- [Work item]
From the entries below, count the lines holding the word "nowrap" and give nothing but the number.

- [Data extract]
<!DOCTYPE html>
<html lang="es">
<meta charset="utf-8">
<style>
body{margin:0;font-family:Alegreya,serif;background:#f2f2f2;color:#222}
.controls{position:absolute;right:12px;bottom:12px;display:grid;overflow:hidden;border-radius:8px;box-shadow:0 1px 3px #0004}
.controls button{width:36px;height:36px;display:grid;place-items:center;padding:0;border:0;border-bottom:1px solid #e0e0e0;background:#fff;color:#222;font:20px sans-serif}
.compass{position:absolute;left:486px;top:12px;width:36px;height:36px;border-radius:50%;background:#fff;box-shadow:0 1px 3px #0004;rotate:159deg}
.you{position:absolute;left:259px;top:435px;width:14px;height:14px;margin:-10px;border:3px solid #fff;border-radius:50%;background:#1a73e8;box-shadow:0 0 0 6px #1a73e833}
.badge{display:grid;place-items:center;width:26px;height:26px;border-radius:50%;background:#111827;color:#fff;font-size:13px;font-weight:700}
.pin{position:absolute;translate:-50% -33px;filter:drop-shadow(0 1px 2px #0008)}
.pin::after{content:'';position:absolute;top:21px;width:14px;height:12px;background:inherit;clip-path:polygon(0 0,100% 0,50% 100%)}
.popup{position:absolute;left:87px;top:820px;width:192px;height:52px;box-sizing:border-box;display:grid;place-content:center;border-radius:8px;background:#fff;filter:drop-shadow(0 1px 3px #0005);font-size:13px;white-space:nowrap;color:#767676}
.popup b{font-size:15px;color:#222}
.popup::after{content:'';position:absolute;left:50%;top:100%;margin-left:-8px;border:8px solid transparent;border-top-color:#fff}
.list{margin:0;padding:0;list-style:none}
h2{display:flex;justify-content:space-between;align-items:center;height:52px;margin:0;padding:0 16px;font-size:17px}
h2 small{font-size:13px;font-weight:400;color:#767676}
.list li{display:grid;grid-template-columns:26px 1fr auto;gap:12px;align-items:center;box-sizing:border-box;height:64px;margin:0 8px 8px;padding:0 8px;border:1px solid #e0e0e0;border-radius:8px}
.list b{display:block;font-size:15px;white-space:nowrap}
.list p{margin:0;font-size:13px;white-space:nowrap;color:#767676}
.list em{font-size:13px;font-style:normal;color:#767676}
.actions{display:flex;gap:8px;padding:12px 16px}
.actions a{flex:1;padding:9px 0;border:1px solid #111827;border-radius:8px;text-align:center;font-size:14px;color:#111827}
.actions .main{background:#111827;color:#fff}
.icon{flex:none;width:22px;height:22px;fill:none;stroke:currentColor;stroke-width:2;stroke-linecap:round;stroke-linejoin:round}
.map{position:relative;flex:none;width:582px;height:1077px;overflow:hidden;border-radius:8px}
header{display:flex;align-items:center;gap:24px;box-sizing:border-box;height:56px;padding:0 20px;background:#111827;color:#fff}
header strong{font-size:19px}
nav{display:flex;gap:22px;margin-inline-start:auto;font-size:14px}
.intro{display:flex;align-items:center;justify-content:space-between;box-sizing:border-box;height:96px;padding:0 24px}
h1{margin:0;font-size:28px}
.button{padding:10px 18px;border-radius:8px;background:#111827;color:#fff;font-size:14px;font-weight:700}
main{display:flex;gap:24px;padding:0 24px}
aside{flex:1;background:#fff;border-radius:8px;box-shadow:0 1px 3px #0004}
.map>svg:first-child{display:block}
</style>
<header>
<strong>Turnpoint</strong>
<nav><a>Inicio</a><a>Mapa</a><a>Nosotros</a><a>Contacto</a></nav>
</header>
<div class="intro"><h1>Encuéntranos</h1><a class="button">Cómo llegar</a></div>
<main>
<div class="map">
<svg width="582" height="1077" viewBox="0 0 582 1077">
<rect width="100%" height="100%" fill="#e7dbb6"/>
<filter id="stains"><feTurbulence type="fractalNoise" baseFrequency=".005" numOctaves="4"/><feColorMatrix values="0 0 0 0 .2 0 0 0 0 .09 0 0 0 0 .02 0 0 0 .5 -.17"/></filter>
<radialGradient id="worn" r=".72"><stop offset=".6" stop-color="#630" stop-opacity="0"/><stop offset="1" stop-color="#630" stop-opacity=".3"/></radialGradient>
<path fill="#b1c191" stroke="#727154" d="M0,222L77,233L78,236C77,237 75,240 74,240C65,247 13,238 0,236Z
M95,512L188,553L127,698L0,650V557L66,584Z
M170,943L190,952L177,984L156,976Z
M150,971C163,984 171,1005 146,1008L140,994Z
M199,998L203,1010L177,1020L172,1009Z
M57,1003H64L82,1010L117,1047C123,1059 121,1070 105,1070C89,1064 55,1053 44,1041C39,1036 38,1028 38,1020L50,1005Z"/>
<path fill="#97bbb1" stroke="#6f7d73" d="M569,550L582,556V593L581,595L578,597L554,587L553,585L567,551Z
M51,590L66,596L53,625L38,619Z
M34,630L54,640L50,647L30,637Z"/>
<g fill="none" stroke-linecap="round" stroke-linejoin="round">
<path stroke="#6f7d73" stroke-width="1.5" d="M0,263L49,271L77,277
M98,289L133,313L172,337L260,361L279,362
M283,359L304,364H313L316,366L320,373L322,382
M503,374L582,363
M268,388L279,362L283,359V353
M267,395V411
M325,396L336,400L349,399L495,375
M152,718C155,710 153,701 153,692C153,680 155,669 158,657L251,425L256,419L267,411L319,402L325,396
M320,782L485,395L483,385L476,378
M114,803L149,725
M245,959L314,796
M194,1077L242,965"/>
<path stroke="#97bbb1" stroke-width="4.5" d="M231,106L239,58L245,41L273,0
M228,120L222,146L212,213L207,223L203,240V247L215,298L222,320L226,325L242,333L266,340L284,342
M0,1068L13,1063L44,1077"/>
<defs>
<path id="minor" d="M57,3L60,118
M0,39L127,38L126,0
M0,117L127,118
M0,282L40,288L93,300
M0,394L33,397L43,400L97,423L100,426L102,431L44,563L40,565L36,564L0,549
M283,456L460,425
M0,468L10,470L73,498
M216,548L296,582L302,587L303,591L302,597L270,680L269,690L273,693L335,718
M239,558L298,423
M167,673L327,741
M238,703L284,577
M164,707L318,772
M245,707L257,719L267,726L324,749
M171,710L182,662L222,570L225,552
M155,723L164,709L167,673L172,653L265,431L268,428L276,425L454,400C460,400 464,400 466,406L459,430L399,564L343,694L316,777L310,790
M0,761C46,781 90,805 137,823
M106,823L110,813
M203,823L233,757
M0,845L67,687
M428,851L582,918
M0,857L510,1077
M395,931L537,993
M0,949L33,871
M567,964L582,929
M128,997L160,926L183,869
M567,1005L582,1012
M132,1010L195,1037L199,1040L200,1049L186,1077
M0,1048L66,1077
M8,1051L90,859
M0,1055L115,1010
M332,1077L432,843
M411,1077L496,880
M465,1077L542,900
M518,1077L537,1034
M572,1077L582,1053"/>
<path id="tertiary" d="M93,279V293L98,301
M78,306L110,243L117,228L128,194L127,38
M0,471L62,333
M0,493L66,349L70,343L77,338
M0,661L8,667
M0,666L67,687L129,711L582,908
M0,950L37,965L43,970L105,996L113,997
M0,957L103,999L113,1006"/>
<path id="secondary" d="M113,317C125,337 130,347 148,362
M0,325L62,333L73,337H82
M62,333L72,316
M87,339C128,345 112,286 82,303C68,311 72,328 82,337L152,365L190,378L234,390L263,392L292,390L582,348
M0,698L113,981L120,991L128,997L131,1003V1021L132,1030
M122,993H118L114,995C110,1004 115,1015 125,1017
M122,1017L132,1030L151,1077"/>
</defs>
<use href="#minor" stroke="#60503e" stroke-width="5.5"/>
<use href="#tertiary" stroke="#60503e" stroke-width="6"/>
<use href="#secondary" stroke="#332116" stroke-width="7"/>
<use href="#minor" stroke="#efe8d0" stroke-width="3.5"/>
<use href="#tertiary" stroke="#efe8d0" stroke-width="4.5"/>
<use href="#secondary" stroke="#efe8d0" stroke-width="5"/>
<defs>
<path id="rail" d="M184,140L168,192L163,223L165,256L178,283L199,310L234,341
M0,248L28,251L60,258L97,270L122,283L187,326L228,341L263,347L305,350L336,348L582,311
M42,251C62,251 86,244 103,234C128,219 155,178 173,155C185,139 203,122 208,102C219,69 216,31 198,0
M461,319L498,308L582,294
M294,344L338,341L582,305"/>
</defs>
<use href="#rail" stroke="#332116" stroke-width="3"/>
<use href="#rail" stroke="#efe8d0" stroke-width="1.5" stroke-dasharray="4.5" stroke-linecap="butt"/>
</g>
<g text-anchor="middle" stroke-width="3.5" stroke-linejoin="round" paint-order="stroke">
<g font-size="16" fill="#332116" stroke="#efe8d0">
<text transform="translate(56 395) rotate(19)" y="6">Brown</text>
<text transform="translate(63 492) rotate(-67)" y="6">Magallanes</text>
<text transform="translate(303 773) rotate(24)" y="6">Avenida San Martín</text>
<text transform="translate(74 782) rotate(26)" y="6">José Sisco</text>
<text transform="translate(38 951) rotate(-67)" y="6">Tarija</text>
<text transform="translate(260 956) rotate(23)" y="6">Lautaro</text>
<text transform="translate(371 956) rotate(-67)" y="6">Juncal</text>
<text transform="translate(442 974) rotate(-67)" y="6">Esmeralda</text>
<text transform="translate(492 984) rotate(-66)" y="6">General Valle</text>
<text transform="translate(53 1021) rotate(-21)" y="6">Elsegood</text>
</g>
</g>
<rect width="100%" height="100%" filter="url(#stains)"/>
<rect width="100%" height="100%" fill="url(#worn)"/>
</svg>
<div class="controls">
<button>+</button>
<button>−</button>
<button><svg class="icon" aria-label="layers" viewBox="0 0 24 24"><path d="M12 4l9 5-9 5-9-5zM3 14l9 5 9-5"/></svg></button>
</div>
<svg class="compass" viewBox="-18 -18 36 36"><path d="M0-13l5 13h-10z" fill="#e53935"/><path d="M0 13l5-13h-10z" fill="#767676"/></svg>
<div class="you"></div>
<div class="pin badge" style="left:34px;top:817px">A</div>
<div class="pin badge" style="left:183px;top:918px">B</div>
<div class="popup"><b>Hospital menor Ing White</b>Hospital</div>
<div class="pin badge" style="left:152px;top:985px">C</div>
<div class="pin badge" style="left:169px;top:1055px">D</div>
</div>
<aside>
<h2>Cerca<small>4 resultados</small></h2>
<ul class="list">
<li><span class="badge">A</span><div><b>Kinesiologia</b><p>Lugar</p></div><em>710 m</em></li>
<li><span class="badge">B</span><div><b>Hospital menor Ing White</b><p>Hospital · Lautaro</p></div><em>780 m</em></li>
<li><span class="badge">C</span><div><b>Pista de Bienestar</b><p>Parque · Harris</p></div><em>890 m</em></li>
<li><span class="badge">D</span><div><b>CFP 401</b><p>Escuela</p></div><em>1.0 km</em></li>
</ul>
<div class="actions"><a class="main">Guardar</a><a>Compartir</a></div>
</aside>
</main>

- [Answer to this problem]
3